— А я не из этой комнаты, — сказала я на всякий случай.
— А в вашей комнате, что, нет имен?
Я только хотела ответить, что с десяти метров такие вещи не спрашивают, но начальник отдела графики уже скрылся за дверью той комнаты.
И тут же высунулся обратно:
— Так ты наша, что ли? Новенькая?
— Да.
— Хорошенькая. Вот если б у меня была такая секретарша, я бы ее каждый день заставлял чупа-чупсы во рту вертеть. По утрам и по вечерам. Корольков не заставляет?
Нет, Корольков, наш комдиректор и мой прямой начальник, пока не заставлял. Наверное, не любит чупа-чупсы.
Мамочки, куда я попала!
Боже, зачем я пошла работать в редакцию! Вернее, не так: Боже, зачем я вообще пошла работать! Зачем я послушалась маму и папу и пыталась тратить свое драгоценное время на такое ужасное и неблагодарное дело, как служба! Закончив два года назад институт и перепробовав -надцать работ (собственно, на работы меня безжалостно выпинывали, иного глагола и нет, пинком за дверь выставляли — меня, дочку родную! — заботливые, пекущиеся о благе ребенка родители), от бензоколонки (оператор- кассир, сутки — трое) до пресс-центра президента Е. (ночной мониторинг средств массовой информации за о-о-очень символическое вознаграждение), я под конец остановила белку в колесе и осела на несколько месяцев в частном издательском доме. В конце концов, где еще приютиться писателю, как не возле книги, думала я.
— Ты веришь, что я напишу гениальный роман? — Вопрос этот — болезненный и провокационный, потому что мне на тот момент двадцать лет и с папой мы не очень дружим.
— Лет через тридцать, может, и напишешь... — Все серьезные разговоры происходят, как правило, за едой (почему?), и я, извлекая потом, через несколько лет, чем-то расстроившую и потому навеки засевшую в память фразу, вспоминаю не только интонацию, но и сопровождающие ее бублик, кефир, чавканье, зубы... Папа ковырялся в зубах спиченкой. Гениальный роман отменялся.
…И его нет до сих пор.
Уже через полмесяца выяснилось, что времяпрепровождение, то есть работа в издательстве “Март”, куда, собственно, я была милостиво устроена сомнительными “своими”, приводит меня вместо восторга в отчаяние.

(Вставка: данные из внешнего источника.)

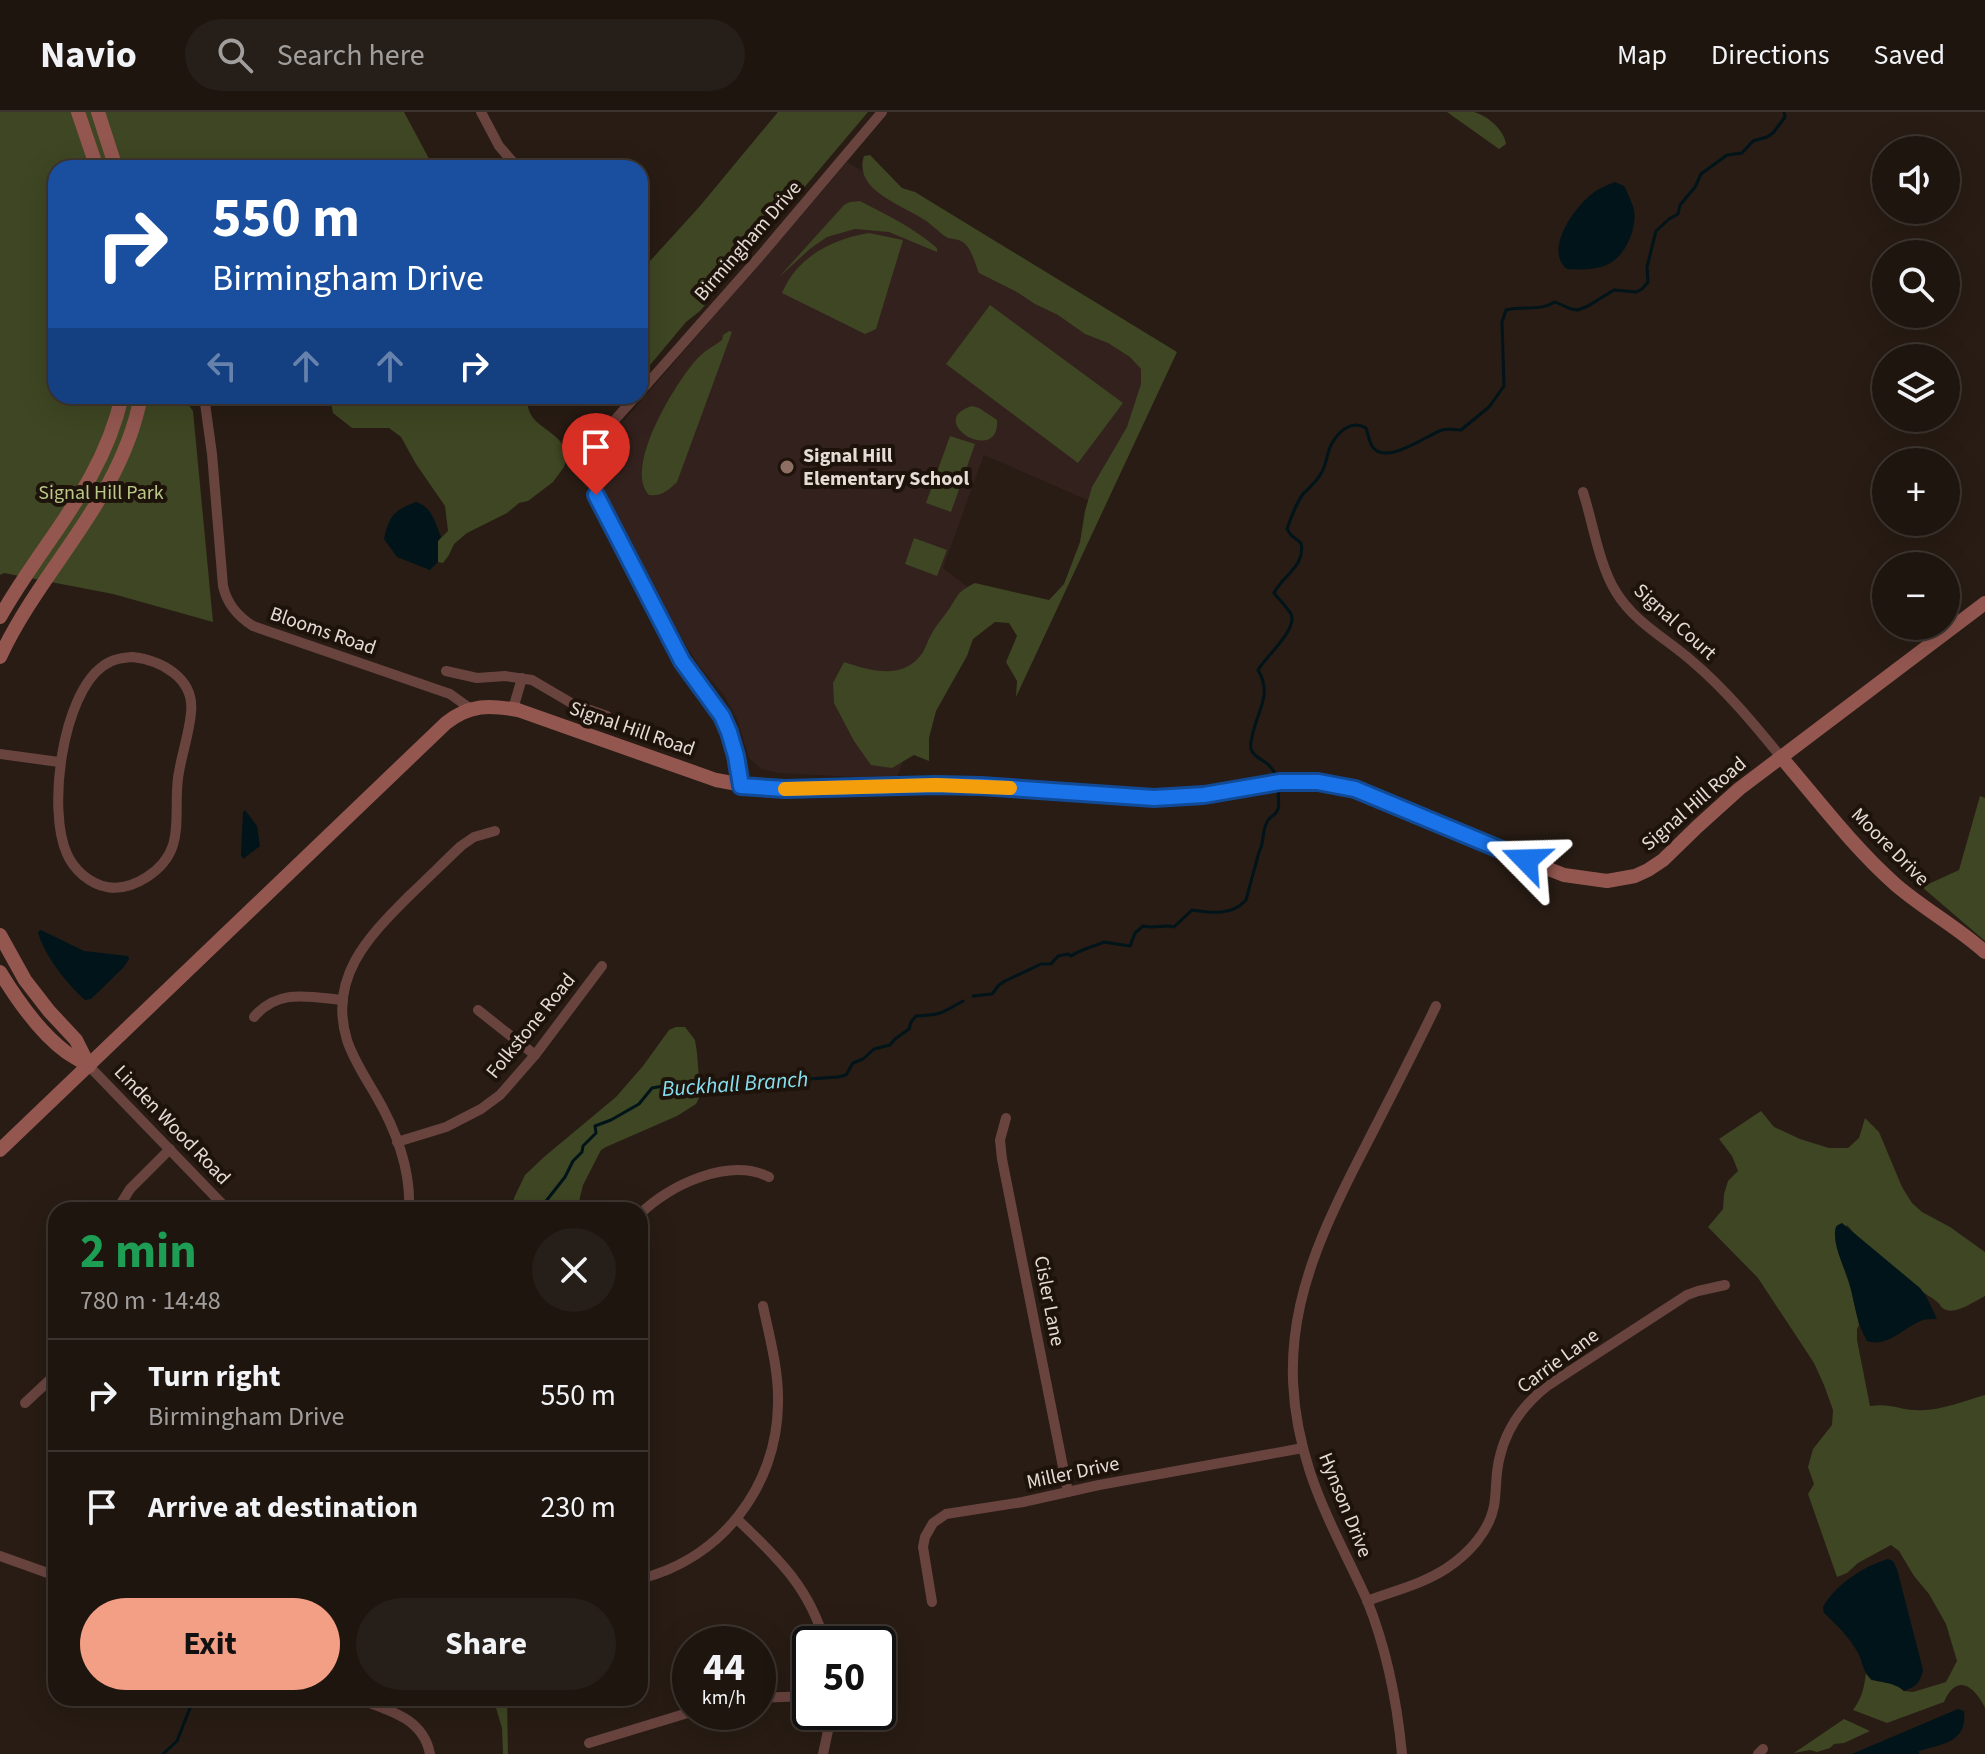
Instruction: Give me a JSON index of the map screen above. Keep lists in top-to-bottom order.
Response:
{
  "streets": {
    "main road": ["Signal Hill Road", "Moore Drive"],
    "street": [
      "Birmingham Drive",
      "Signal Court",
      "Blooms Road",
      "Folkstone Road",
      "Linden Wood Road",
      "Cisler Lane",
      "Carrie Lane",
      "Miller Drive",
      "Hynson Drive"
    ]
  },
  "crossings": [
    ["Birmingham Drive", "Signal Hill Road"],
    ["Signal Court", "Signal Hill Road"],
    ["Signal Court", "Moore Drive"],
    ["Blooms Road", "Signal Hill Road"],
    ["Signal Hill Road", "Moore Drive"],
    ["Cisler Lane", "Miller Drive"],
    ["Carrie Lane", "Hynson Drive"],
    ["Miller Drive", "Hynson Drive"]
  ],
  "water": ["Buckhall Branch"],
  "parks": ["Signal Hill Park"],
  "places": ["Signal Hill Elementary School"],
  "page": {
    "header": "Navio",
    "search": "Search here",
    "nav": ["Map", "Directions", "Saved"],
    "map_buttons": ["+", "−"],
    "turn": ["550 m", "Birmingham Drive"],
    "heading": ["2 min", "780 m · 14:48"],
    "list": [
      {
        "name": "Turn right",
        "note": "Birmingham Drive",
        "value": "550 m"
      },
      {
        "name": "Arrive at destination",
        "value": "230 m"
      }
    ],
    "buttons": ["Exit", "Share"],
    "speed": "44 km/h",
    "limit": "50"
  }
}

От этого страдали все близкие, ибо я стала просто невыносимой. Гримаса непреодолимого отвращения, казалось, навечно пристала к моему лицу; я рявкала в трубку, когда звонил телефон, рыдала, когда подгорали котлеты, колотила о стену посуду, когда соседи включали рок-группу “Айнштюрценде нэубаутен”, скандалила со старушками из-за места в троллейбусе — словом, как моська на людей бросалась, причем всеми доступными способами. Когда в день рождения позвонили бабушка с дедушкой, на вполне безобидный вопрос “как поживаешь?” я ответила, что они мне регулярно снятся, гоняются за мною по лесу и хотят убить.
Это была ложь, конечно.
Надо что-то делать. Жить, когда я в отчаянии, я не могу. Тем более — писать гениальные романы. Даже этот несчастный рассказишко все никак не добью.
Еще через две недели оказалось, что мне очень мало платят. Сумма, которую собственноручно вписал в платежную ведомость коммерческий директор Корольков, равнялась пятидесяти долларам. Это было мало, ничтожно мало, так мало, что не хватало даже на еду. То есть на китайскую лапшу, конечно, хватало, но, поскольку закалки голодным пайком у меня даже в студенчестве не случилось, давалась мне эта лапша тяжело.
— Я так больше не могу! — жаловалась я по телефону родителям. — Они не собираются повышать мне зарплату. Я даже зимние ботинки не могу купить. Хожу в позапрошлогодних.
— Ни копейки от нас не получишь, — отрезал папа. — Поняла? Ни копейки. Я в твои годы асфальт отбойным молотком долбил. А по ночам писал кандидатскую.
— Держись, — сказал слышавший наш разговор экспедитор Слава Сорока. — “Кто не пережил войну, любовь и нищету, тот не жил”. Александр Сергеевич Пушкин, — наврал он.